Thursday, October 27, 2011

Hope for Peace in the Mideast?

The exhausted parties may choose to face reality.

Conrad Black
Thursday, October 27, 2011

The recent exchange of Israeli soldier Gilad Shalit for a thousand Palestinian prisoners in Israeli hands is regarded as a cautiously hopeful sign even by Israeli hawks, as it appears the only possible de-escalation from the absolute collapse of the peace process that was almost implicit in the Palestinian bid for full membership as a state in the United Nations. The Israeli Right was fiercely opposed to Palestinian statehood from 1948 until relatively recently, when it realized that the Palestinians could not be induced to leave territory Israel occupied after the 1967 war; could not be physically expelled, because neither domestic nor international opinion would tolerate such an outrage; and could not be assimilated, both because of natural Arab resistance, and because of the danger of Israel’s ceasing to be a Jewish state and homeland, which has always been its only raison d’ĂȘtre. (There were Israeli bi-nationalists, jolly progressives who wanted to share; Canaanites, i.e. complete secularists; and territorialists who had wispy dreams of settling in Uganda or Ethiopia — but none of them ever had any grasp of reality.)

The Palestine Liberation Organization under Yasser Arafat played the land-for-peace shell game for many years until — when offered all of Gaza, almost all of the West Bank, and a chunk of Jerusalem in an autonomous state, by Ehud Barak in 2000 — Arafat demanded the right of return (i.e., demographically to overwhelm the Jews within Israel with millions of supposedly returning Palestinians) and declared the second Intifada. Barak lost power to Ariel Sharon, the Israeli Left (“Peace Now”) perished, Sharon crushed the new Intifada, the bigotry of most of the Western media was exposed with the myth of the Jenin Massacre, Arafat died, Hamas gained control of Gaza (thanks to George W. Bush’s undiscriminating love of free elections, and the PLO’s corruption), so there was a three-state non-solution: two Palestines as well as Israel. Sharon made a settlement arrangement with the United States and vacated Gaza, uprooting Jewish settlers, and Gaza became a splendid launching ground for rockets killing Israeli civilians.

In seeking United Nations recognition of a Palestinian state, Arafat’s heir in Fatah and the PLO, Mahmoud Abbas, is pretending that he can obtain sovereignty without the agreement of Israel, the United Nations having offered statehood to both Israel and Palestine in 1948 and been rebuffed by the Arabs. We have come full circle, as the PLO seeks what its forebears rejected, and the Israeli Right seeks what its forebears rejected but the now-defunct Israeli Left (led at the time by David Ben-Gurion) accepted. The PLO purports to have given up on negotiating with Israel, and Israel is now negotiating with Hamas, which both parties long refused to do. The United Nations has effectively accepted the largely European counter-proposal (to U.N. recognition of Palestine) for fast-track, unconditional talks for a resolution of all issues. This is what the present Israeli government has been seeking. In Arab-Israeli matters, this incomprehensible roundel justifies some optimism.

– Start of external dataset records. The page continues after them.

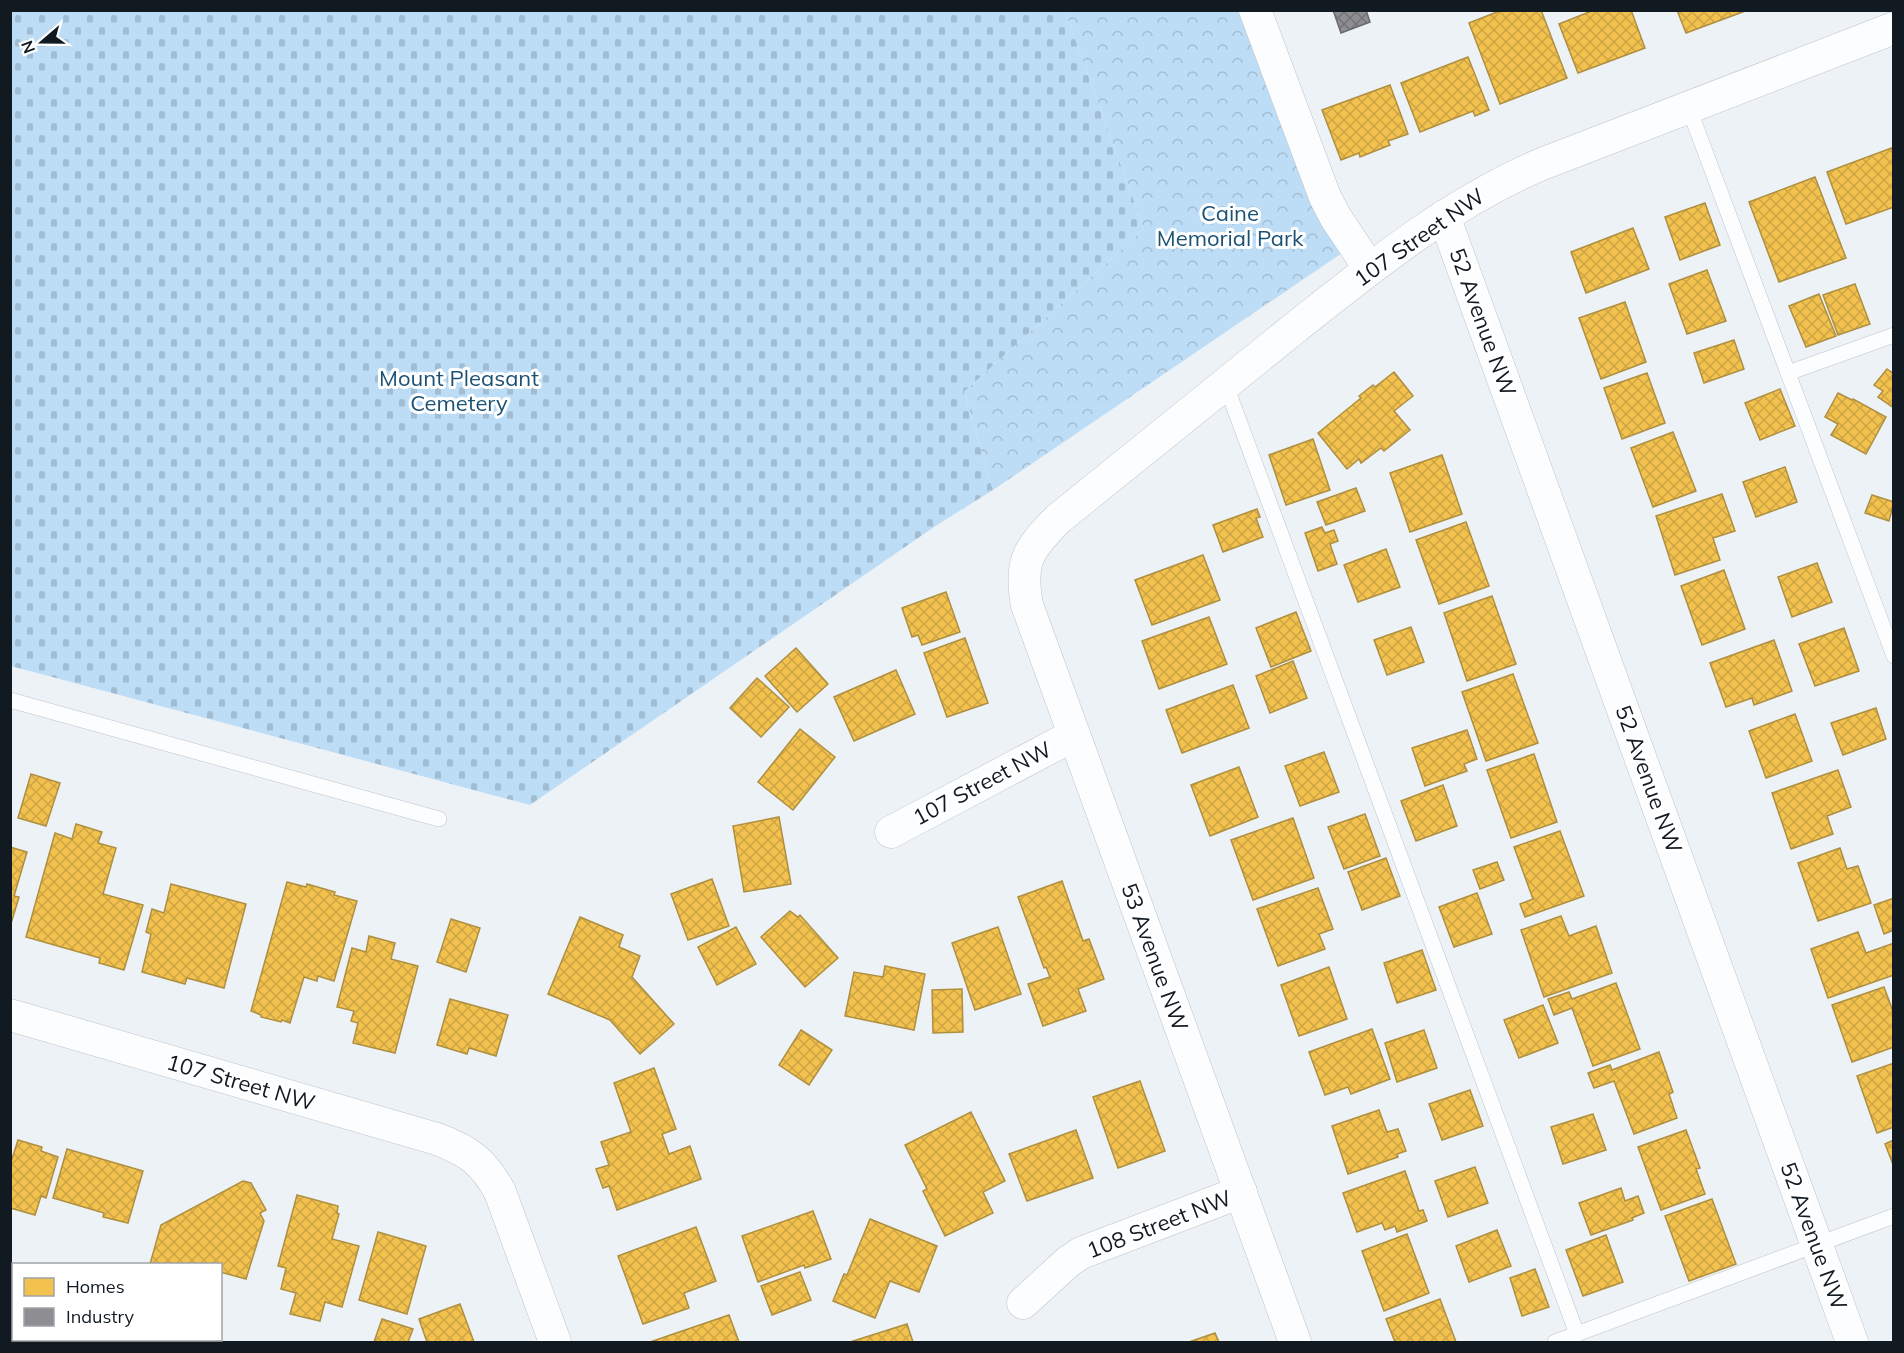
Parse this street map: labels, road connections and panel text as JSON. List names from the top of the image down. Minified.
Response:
{"streets":{"street":["107 Street NW","52 Avenue NW","53 Avenue NW","108 Street NW"]},"crossings":[["107 Street NW","52 Avenue NW"],["107 Street NW","53 Avenue NW"],["53 Avenue NW","108 Street NW"]],"parks":["Caine Memorial Park","Mount Pleasant Cemetery"],"legend":["Homes","Industry"],"north":"left"}
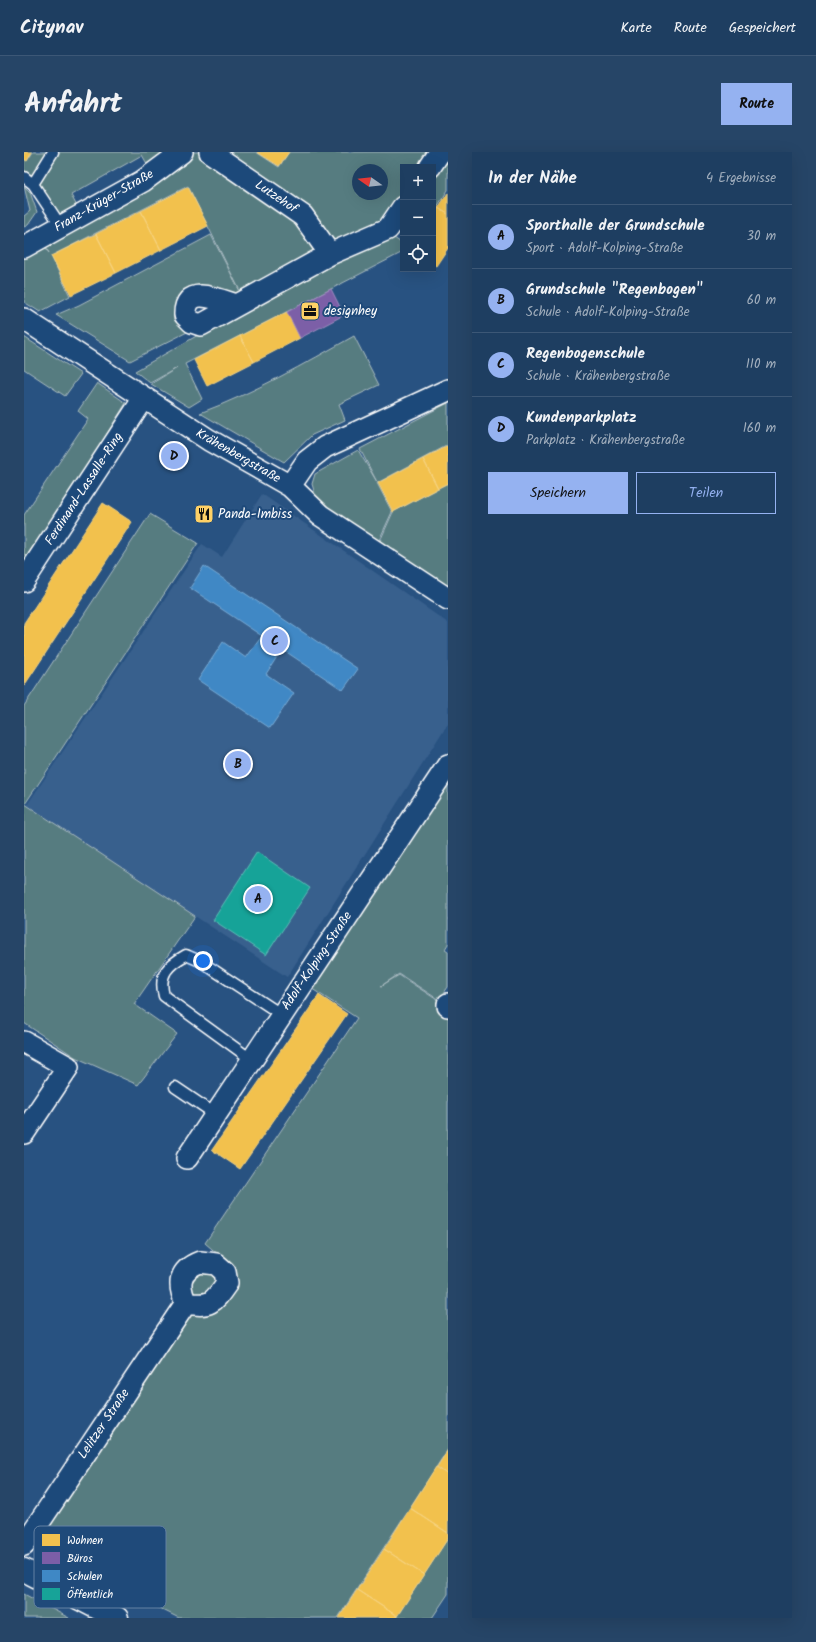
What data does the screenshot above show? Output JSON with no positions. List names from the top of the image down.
{
  "streets": {
    "street": [
      "Lutzehof",
      "Franz-Krüger-Straße",
      "Krähenbergstraße",
      "Ferdinand-Lassalle-Ring",
      "Adolf-Kolping-Straße",
      "Lelitzer Straße"
    ]
  },
  "crossings": [
    ["Krähenbergstraße", "Ferdinand-Lassalle-Ring"]
  ],
  "places": {
    "office": ["designhey"],
    "restaurant": ["Panda-Imbiss"]
  },
  "legend": [
    "Wohnen",
    "Büros",
    "Schulen",
    "Öffentlich"
  ],
  "north": "left",
  "page": {
    "header": "Citynav",
    "nav": ["Karte", "Route", "Gespeichert"],
    "title": "Anfahrt",
    "buttons": [
      "Route",
      ["Speichern", "Teilen"]
    ],
    "heading": ["In der Nähe", "4 Ergebnisse"],
    "map_buttons": ["+", "−"],
    "list": [
      {
        "mark": "A",
        "name": "Sporthalle der Grundschule",
        "note": "Sport · Adolf-Kolping-Straße",
        "value": "30 m"
      },
      {
        "mark": "B",
        "name": "Grundschule \"Regenbogen\"",
        "note": "Schule · Adolf-Kolping-Straße",
        "value": "60 m"
      },
      {
        "mark": "C",
        "name": "Regenbogenschule",
        "note": "Schule · Krähenbergstraße",
        "value": "110 m"
      },
      {
        "mark": "D",
        "name": "Kundenparkplatz",
        "note": "Parkplatz · Krähenbergstraße",
        "value": "160 m"
      }
    ],
    "pins": [
      "D",
      "C",
      "B",
      "A"
    ]
  }
}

In 1917, in the desperate days of World War I, British foreign secretary Arthur Balfour promised “a Jewish homeland” in what was called, resurrecting Roman terminology, Palestine. In the same declaration, it was assured that this would not compromise the rights of the Muslim and Christian Arabs in the same and adjoining territory. As Britain was selling the same real estate to two different and hostile parties, before it was itself in possession of it, there was never going to be a solution that didn’t divide it in two. Nor has there been.

Every admission of Jewish settlers between the wars was strenuously contested by the Arabs, who were much less tolerant of the Jews than the Turks had been. Between 50,000 and 75,000 British troops were necessary for most of the inter-war period to assure comparative calm in Palestine, after the colonial secretary, Winston Churchill, invented the kingdom of Trans-Jordan (or Jordan), on, in his words, “a sunny Sunday afternoon” in 1921.


As the terrible atrocities against the Jews continued through the Thirties, Britain fixed limits on admission of Jews to settlements in Palestine, which limits were designed to contain Arab unrest. But they neither stilled the unrest, nor in the least accommodated the numbers of horribly persecuted Jews in Europe who sought to emigrate there.

After the war, when the world contemplated in horror the Nazi murder of half the world population of Jews, Israel was unambiguously created by the United Nations as a Jewish state, in a process that conferred on Israel a far greater level of legitimacy than all other countries that were merely admitted to the U.N., rather than being created by it, on a unanimous vote of the permanent members of the Security Council.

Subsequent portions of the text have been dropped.